### WORK INSTRUCTION
Copy out each line of the listing below where the string "boxes" appears.

----------

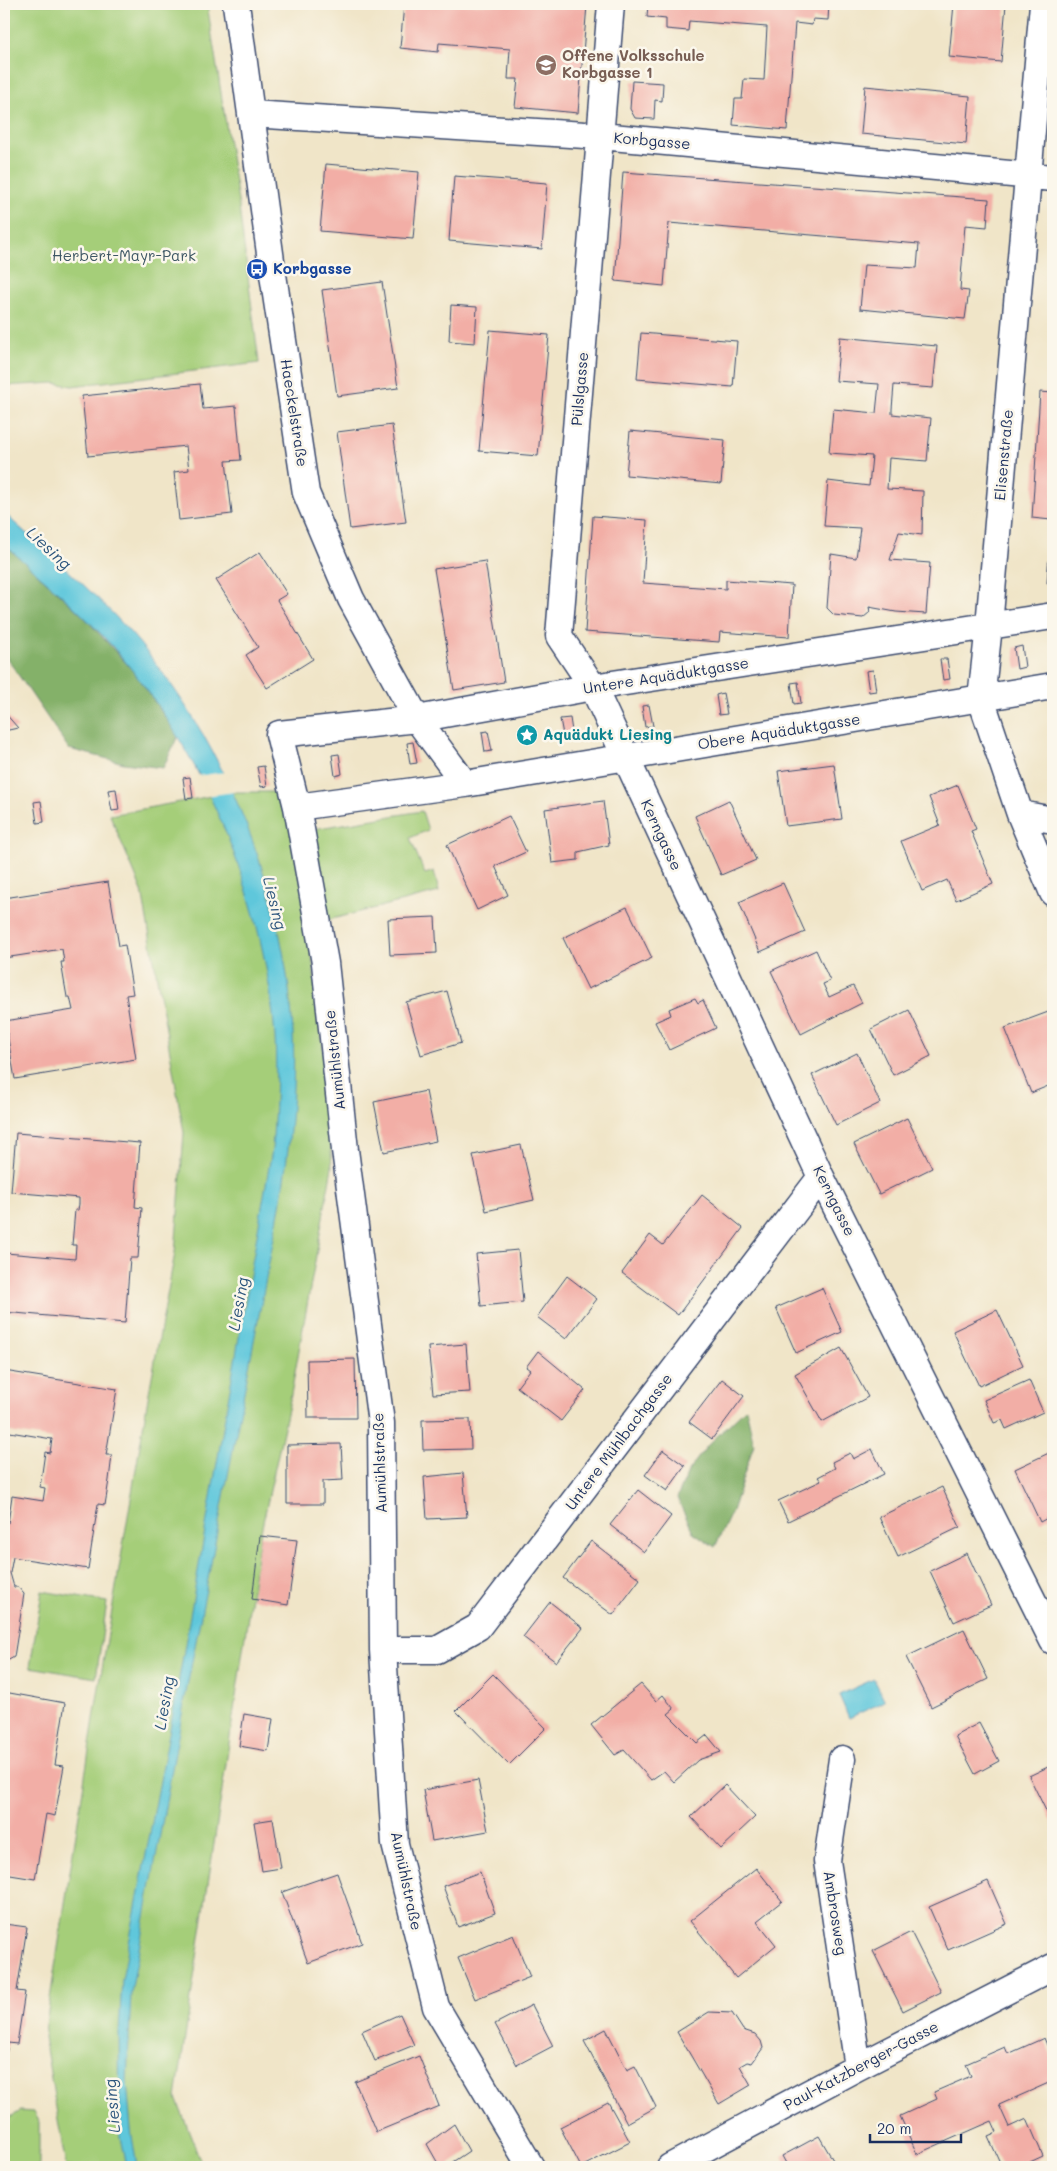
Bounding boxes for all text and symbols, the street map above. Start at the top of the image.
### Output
place label: Offene Volksschule Korbgasse 1 [562,45,705,82]
school or university icon: Offene Volksschule Korbgasse 1 [534,53,558,77]
street label: Korbgasse [613,127,691,153]
park label: Herbert-Mayr-Park [52,245,196,265]
bus stop icon: Korbgasse [245,257,269,281]
place label: Korbgasse [273,258,352,278]
street label: Pülslgasse [566,351,592,427]
street label: Haeckelstraße [277,358,313,468]
street label: Elisenstraße [989,409,1017,501]
water label: Liesing [22,522,76,574]
street label: Untere Aquäduktgasse [582,652,750,698]
street label: Obere Aquäduktgasse [696,708,861,754]
place icon: Aquädukt Liesing [515,723,539,747]
place label: Aquädukt Liesing [543,724,672,744]
street label: Kerngasse [637,796,687,873]
water label: Liesing [259,874,292,932]
street label: Aumühlstraße [319,1009,349,1111]
street label: Kerngasse [809,1162,861,1239]
water label: Liesing [222,1275,253,1332]
street label: Untere Mühlbachgasse [560,1369,676,1514]
street label: Aumühlstraße [367,1412,391,1514]
water label: Liesing [148,1674,179,1731]
street label: Aumühlstraße [387,1830,427,1932]
street label: Ambrosweg [819,1869,853,1957]
street label: Paul-Katzberger-Gasse [780,2016,941,2114]
water label: Liesing [99,2078,124,2134]
scale bar [870,2111,961,2143]
text: 20 m [877,2118,911,2138]

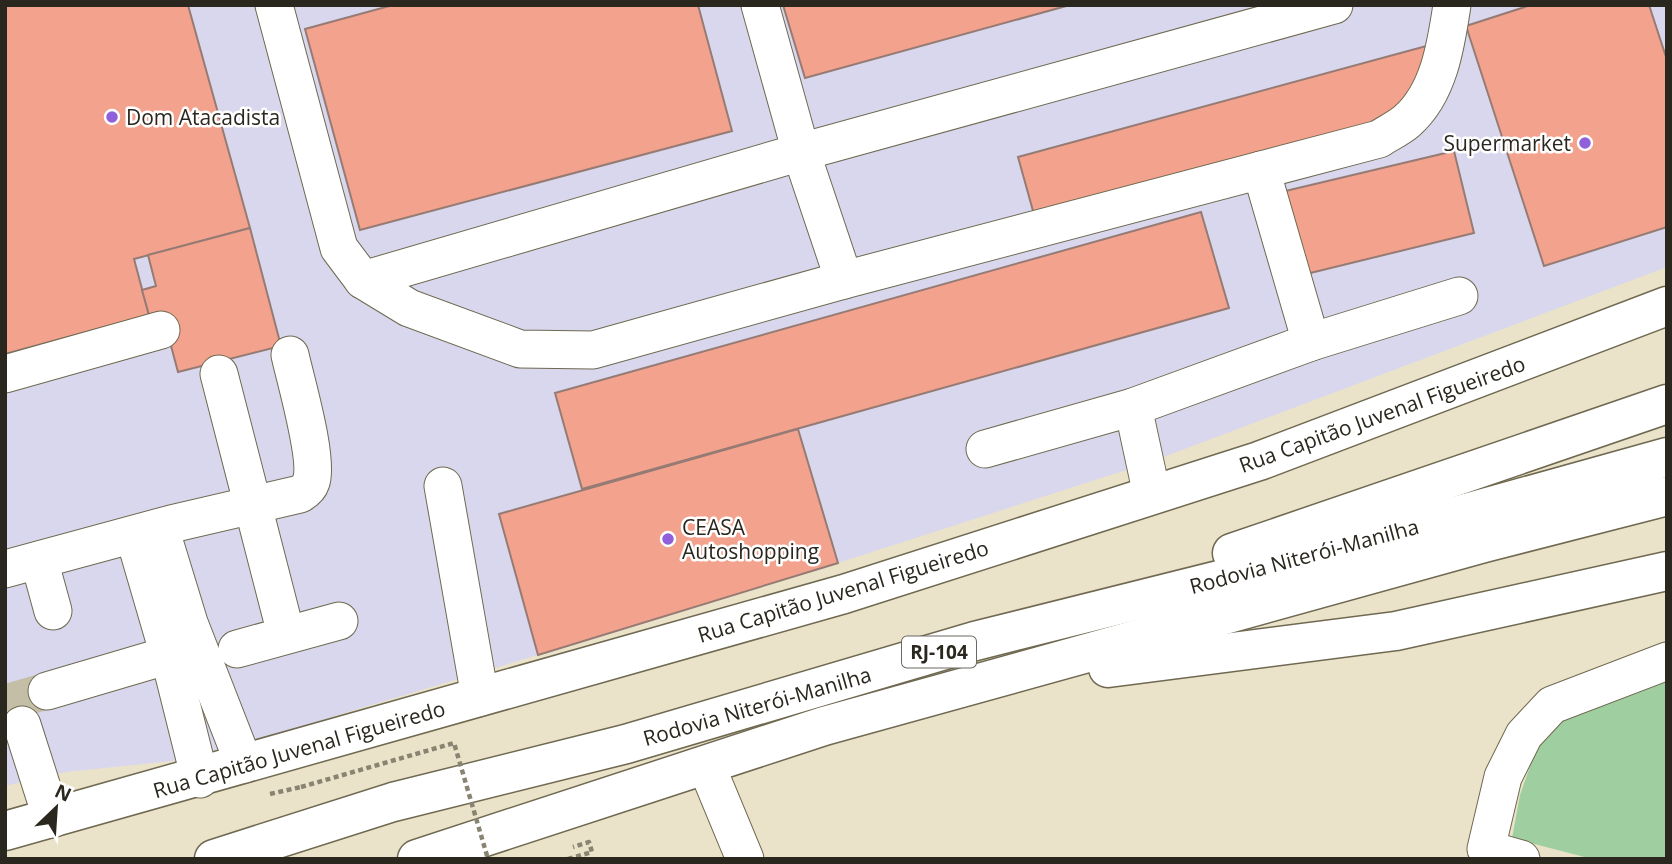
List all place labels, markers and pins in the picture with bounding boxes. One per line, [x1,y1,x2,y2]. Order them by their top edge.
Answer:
place label: Dom Atacadista [126,103,280,131]
marker: Dom Atacadista [104,109,120,125]
place label: Supermarket [1443,129,1571,157]
marker: Supermarket [1577,135,1593,151]
place label: CEASA Autoshopping [682,513,819,565]
marker: CEASA Autoshopping [660,531,676,547]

----------

### RESPONSE AREA
Bounding boxes for all text and symbols, the street map above. Start at the top of the image.
List all place labels, markers and pins in the picture with bounding boxes. One per line, [x1,y1,x2,y2]. Order them by their top edge.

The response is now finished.